● **Your assignment**: Each entry, from beginning to end, is to be transcribed verbatim.

● **Data to examine**:
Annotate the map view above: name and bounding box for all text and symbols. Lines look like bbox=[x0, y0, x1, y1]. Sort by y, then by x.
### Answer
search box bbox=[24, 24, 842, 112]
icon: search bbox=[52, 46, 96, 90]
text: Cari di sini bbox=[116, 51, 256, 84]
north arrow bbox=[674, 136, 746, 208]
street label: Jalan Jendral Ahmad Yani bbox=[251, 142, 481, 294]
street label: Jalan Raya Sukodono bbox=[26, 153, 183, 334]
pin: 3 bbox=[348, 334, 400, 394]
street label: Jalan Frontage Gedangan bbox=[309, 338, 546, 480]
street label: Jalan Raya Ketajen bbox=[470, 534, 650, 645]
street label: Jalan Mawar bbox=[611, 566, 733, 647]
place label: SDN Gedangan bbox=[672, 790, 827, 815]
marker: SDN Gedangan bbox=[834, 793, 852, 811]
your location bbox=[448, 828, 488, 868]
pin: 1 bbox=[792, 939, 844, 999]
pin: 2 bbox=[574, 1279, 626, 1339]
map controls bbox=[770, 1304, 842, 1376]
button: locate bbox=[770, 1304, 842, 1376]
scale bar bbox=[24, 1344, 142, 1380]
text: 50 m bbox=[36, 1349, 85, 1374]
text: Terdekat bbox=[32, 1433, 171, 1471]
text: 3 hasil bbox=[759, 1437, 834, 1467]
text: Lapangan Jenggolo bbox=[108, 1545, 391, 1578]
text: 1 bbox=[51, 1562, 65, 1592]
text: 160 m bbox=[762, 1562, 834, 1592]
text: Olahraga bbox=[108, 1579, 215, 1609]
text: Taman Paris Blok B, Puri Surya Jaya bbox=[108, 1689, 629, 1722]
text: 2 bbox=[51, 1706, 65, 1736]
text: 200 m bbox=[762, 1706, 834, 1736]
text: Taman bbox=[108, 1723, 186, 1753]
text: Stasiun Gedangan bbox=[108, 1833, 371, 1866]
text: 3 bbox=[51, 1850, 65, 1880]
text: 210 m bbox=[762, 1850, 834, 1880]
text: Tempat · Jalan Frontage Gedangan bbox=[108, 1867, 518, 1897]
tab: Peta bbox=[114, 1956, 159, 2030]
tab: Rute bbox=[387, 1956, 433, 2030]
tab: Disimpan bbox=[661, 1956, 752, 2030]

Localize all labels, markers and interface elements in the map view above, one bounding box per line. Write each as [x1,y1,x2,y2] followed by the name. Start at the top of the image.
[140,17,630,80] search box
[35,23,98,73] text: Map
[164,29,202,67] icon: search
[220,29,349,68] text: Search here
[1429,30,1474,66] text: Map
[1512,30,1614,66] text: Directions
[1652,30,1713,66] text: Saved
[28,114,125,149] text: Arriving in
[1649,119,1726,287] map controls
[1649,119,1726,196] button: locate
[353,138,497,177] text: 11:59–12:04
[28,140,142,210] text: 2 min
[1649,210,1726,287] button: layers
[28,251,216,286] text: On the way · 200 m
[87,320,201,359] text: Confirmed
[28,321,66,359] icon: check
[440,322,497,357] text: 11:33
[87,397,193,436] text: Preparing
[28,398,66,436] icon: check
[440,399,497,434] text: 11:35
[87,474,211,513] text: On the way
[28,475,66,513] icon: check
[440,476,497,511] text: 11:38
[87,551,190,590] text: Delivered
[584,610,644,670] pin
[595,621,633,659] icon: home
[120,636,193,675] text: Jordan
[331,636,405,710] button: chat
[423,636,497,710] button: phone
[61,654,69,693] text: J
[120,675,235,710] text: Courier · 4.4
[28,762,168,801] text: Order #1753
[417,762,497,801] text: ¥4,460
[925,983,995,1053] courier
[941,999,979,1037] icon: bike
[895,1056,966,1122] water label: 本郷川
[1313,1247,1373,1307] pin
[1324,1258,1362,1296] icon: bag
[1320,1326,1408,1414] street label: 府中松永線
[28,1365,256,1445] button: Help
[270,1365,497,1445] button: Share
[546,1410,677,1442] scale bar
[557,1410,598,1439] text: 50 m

● **Written answer**:
Annotate the map view above: name and bounding box for all text and symbols. Lines look like bbox=[x0, y0, x1, y1]. Sort by y, then by x.
### Answer
search box bbox=[24, 24, 842, 112]
icon: search bbox=[52, 46, 96, 90]
text: Cari di sini bbox=[116, 51, 256, 84]
north arrow bbox=[674, 136, 746, 208]
street label: Jalan Jendral Ahmad Yani bbox=[251, 142, 481, 294]
street label: Jalan Raya Sukodono bbox=[26, 153, 183, 334]
pin: 3 bbox=[348, 334, 400, 394]
street label: Jalan Frontage Gedangan bbox=[309, 338, 546, 480]
street label: Jalan Raya Ketajen bbox=[470, 534, 650, 645]
street label: Jalan Mawar bbox=[611, 566, 733, 647]
place label: SDN Gedangan bbox=[672, 790, 827, 815]
marker: SDN Gedangan bbox=[834, 793, 852, 811]
your location bbox=[448, 828, 488, 868]
pin: 1 bbox=[792, 939, 844, 999]
pin: 2 bbox=[574, 1279, 626, 1339]
map controls bbox=[770, 1304, 842, 1376]
button: locate bbox=[770, 1304, 842, 1376]
scale bar bbox=[24, 1344, 142, 1380]
text: 50 m bbox=[36, 1349, 85, 1374]
text: Terdekat bbox=[32, 1433, 171, 1471]
text: 3 hasil bbox=[759, 1437, 834, 1467]
text: Lapangan Jenggolo bbox=[108, 1545, 391, 1578]
text: 1 bbox=[51, 1562, 65, 1592]
text: 160 m bbox=[762, 1562, 834, 1592]
text: Olahraga bbox=[108, 1579, 215, 1609]
text: Taman Paris Blok B, Puri Surya Jaya bbox=[108, 1689, 629, 1722]
text: 2 bbox=[51, 1706, 65, 1736]
text: 200 m bbox=[762, 1706, 834, 1736]
text: Taman bbox=[108, 1723, 186, 1753]
text: Stasiun Gedangan bbox=[108, 1833, 371, 1866]
text: 3 bbox=[51, 1850, 65, 1880]
text: 210 m bbox=[762, 1850, 834, 1880]
text: Tempat · Jalan Frontage Gedangan bbox=[108, 1867, 518, 1897]
tab: Peta bbox=[114, 1956, 159, 2030]
tab: Rute bbox=[387, 1956, 433, 2030]
tab: Disimpan bbox=[661, 1956, 752, 2030]

Localize all labels, markers and interface elements in the map view above, one bounding box per line. Write each as [x1,y1,x2,y2] followed by the name. Start at the top of the image.
[140,17,630,80] search box
[35,23,98,73] text: Map
[164,29,202,67] icon: search
[220,29,349,68] text: Search here
[1429,30,1474,66] text: Map
[1512,30,1614,66] text: Directions
[1652,30,1713,66] text: Saved
[28,114,125,149] text: Arriving in
[1649,119,1726,287] map controls
[1649,119,1726,196] button: locate
[353,138,497,177] text: 11:59–12:04
[28,140,142,210] text: 2 min
[1649,210,1726,287] button: layers
[28,251,216,286] text: On the way · 200 m
[87,320,201,359] text: Confirmed
[28,321,66,359] icon: check
[440,322,497,357] text: 11:33
[87,397,193,436] text: Preparing
[28,398,66,436] icon: check
[440,399,497,434] text: 11:35
[87,474,211,513] text: On the way
[28,475,66,513] icon: check
[440,476,497,511] text: 11:38
[87,551,190,590] text: Delivered
[584,610,644,670] pin
[595,621,633,659] icon: home
[120,636,193,675] text: Jordan
[331,636,405,710] button: chat
[423,636,497,710] button: phone
[61,654,69,693] text: J
[120,675,235,710] text: Courier · 4.4
[28,762,168,801] text: Order #1753
[417,762,497,801] text: ¥4,460
[925,983,995,1053] courier
[941,999,979,1037] icon: bike
[895,1056,966,1122] water label: 本郷川
[1313,1247,1373,1307] pin
[1324,1258,1362,1296] icon: bag
[1320,1326,1408,1414] street label: 府中松永線
[28,1365,256,1445] button: Help
[270,1365,497,1445] button: Share
[546,1410,677,1442] scale bar
[557,1410,598,1439] text: 50 m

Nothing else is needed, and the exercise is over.